*** Begin section ***

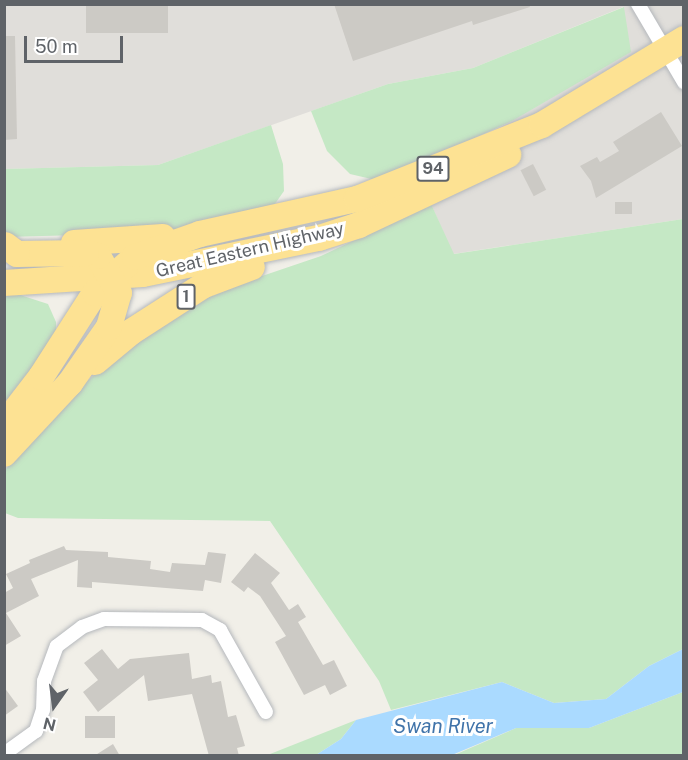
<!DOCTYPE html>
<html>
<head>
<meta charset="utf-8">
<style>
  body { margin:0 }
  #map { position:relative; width:688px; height:760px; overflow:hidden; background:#f1efe8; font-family:"Public Sans",sans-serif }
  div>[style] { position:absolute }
  .industrial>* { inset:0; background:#e0deda }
  .green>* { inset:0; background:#c5e8c5 }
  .water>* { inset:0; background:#aadaff }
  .building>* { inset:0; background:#cccac5; transform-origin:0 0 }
  .roads { filter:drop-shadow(0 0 2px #b5b8bc) drop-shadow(0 0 2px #b5b8bc) }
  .street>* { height:14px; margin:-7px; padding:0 7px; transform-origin:7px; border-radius:7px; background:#fff }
  .highway>* { height:26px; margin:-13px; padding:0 13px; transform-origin:13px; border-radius:13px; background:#fde293 }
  span { translate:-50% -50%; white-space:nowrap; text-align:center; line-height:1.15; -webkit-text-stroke:6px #fff; paint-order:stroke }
  .shield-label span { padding:2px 4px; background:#fff; border:2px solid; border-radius:4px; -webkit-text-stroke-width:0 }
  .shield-label { font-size:16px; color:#5f6368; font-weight:700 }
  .street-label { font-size:18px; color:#5f6368 }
  .water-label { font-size:20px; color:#4174aa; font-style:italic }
  .frame { position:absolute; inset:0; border:6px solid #5f6368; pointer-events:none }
  .north { position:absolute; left:24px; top:676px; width:60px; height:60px; -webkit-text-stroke:4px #fff; paint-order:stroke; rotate:194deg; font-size:16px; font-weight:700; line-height:24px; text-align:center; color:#5f6368 }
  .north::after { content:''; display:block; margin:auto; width:21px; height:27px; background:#5f6368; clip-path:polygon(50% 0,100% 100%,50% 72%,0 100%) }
  .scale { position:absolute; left:24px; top:36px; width:99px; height:27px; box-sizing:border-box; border:3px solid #5f6368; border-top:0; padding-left:8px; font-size:18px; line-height:21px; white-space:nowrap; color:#5f6368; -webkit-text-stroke:4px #fff; paint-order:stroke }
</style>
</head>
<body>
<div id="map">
  <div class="industrial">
    <div style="clip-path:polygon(4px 5px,683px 5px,683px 219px,453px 254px,418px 175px,630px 52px,623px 7px,473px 68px,388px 84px,158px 165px,5px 169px)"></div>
  </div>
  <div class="green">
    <div style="clip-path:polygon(624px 7px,631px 52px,512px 121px,380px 181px,350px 174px,327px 151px,311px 111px,388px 84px,473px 68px)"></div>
    <div style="clip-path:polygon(271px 125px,283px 164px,284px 191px,272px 208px,258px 215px,154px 233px,5px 237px,4px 169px,158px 165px)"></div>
    <div style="clip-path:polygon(431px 204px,454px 254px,683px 219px,683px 649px,649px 666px,606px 699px,554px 703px,502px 682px,391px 710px,379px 681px,270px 521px,18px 518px,5px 513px,5px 470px,85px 383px,141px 334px,203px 296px,321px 256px)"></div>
    <div style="clip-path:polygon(17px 294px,48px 304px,56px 322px,56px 341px,5px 412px,5px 295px)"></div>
    <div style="clip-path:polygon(683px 692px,683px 755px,452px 756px,516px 728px,589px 728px)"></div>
    <div style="clip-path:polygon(356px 720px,341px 739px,316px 755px,265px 756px)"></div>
  </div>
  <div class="water">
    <div style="clip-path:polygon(683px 649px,683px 692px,589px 728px,516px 728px,452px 755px,316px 755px,341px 739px,356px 720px,502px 682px,554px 703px,606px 699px,649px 666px)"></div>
  </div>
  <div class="building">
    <div style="left:86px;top:4px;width:82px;height:29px"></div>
    <div style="clip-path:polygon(334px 4px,529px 4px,530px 7px,473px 25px,472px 21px,353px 61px)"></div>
    <div style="clip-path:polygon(4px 36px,15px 36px,17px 139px,4px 140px)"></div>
    <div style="clip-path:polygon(661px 112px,682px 146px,596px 198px,591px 181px,580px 166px,597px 157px,600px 162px,619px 151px,613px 142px)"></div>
    <div style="left:533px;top:164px;width:29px;height:14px;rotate:63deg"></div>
    <div style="left:615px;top:202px;width:17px;height:12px"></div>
    <div style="clip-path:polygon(64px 546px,66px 550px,108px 552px,108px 557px,151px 561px,150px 569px,170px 572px,172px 563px,205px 565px,208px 552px,226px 554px,221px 583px,205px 580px,203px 591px,92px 582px,92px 588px,77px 587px,78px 560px,31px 579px,39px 596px,6px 613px,21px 636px,4px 646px,4px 593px,13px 588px,6px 574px,30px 563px,29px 560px)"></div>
    <div style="clip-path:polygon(255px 553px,280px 573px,271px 583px,289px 610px,298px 604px,306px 617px,298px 622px,323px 665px,334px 660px,347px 686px,330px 695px,325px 685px,304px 695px,275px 642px,286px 636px,260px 596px,248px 587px,244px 592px,231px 582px)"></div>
    <div style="clip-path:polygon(102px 649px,118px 669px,130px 659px,189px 653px,192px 679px,211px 675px,212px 683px,221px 681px,228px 717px,236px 715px,245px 746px,237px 748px,239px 756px,209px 756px,192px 694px,148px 701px,144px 675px,98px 712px,83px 692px,98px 680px,84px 663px)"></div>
    <div style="clip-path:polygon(4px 687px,18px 706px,4px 716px)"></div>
    <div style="left:85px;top:716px;width:30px;height:22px"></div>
    <div style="clip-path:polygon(113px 744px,120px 756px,94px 756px)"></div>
  </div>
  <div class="roads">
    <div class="street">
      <div style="left:638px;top:4px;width:91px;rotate:59.5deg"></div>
      <div style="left:4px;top:754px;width:39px;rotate:-36deg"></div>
      <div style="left:36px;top:731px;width:22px;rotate:-72deg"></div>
      <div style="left:43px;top:710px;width:29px;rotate:-88deg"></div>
      <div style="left:44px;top:681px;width:37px;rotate:-70deg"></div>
      <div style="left:57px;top:646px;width:31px;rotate:-37deg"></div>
      <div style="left:82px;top:627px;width:23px;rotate:-20deg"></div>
      <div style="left:104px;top:619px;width:98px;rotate:0.6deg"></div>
      <div style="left:202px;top:620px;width:21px;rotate:29deg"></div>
      <div style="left:220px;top:630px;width:94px;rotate:60.7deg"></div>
    </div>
    <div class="highway">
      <div style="left:74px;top:243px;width:89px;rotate:-3.9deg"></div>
      <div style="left:4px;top:283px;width:139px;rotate:-3.7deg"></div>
      <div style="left:143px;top:274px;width:180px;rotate:-11.6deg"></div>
      <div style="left:319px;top:238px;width:42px;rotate:-18deg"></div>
      <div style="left:359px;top:225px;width:165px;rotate:-25.2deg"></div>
      <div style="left:95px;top:362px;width:47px;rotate:-39.8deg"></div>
      <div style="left:131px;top:332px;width:87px;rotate:-32.8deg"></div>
      <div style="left:204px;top:285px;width:51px;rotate:-20.6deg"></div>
      <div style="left:4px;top:425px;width:61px;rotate:-52.4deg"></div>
      <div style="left:41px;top:377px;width:100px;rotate:-57.3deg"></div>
      <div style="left:95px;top:293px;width:54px;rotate:-42deg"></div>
      <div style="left:135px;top:257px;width:69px;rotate:-19.5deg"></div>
      <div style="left:200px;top:234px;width:161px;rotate:-12.6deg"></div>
      <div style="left:357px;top:199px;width:199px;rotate:-21.8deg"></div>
      <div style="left:542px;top:125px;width:166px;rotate:-31.2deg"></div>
      <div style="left:4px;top:454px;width:97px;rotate:-47.1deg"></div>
      <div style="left:70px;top:383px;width:68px;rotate:-55.1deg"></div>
      <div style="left:109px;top:327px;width:35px;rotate:-74deg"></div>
      <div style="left:119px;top:293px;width:43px;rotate:-119.6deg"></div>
      <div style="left:98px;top:256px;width:12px;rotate:-166deg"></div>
      <div style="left:86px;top:253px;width:69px;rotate:179.2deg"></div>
      <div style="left:17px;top:254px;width:15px;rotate:-143deg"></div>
    </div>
  </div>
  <div class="shield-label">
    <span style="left:433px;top:169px">94</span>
    <span style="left:186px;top:297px">1</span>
  </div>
  <div class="street-label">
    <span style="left:250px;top:250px;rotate:-13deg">Great Eastern Highway</span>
  </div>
  <div class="water-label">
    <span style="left:443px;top:726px">Swan River</span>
  </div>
  <div class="frame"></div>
  <div class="north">N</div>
  <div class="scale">50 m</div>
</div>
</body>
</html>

*** End section ***

What to do: The answer must be the lines from the first one in the records through the line containing "filter:drop-shadow(0 0 2px", copied exactly, with no pictures.

Result:
<!DOCTYPE html>
<html>
<head>
<meta charset="utf-8">
<style>
  body { margin:0 }
  #map { position:relative; width:688px; height:760px; overflow:hidden; background:#f1efe8; font-family:"Public Sans",sans-serif }
  div>[style] { position:absolute }
  .industrial>* { inset:0; background:#e0deda }
  .green>* { inset:0; background:#c5e8c5 }
  .water>* { inset:0; background:#aadaff }
  .building>* { inset:0; background:#cccac5; transform-origin:0 0 }
  .roads { filter:drop-shadow(0 0 2px #b5b8bc) drop-shadow(0 0 2px #b5b8bc) }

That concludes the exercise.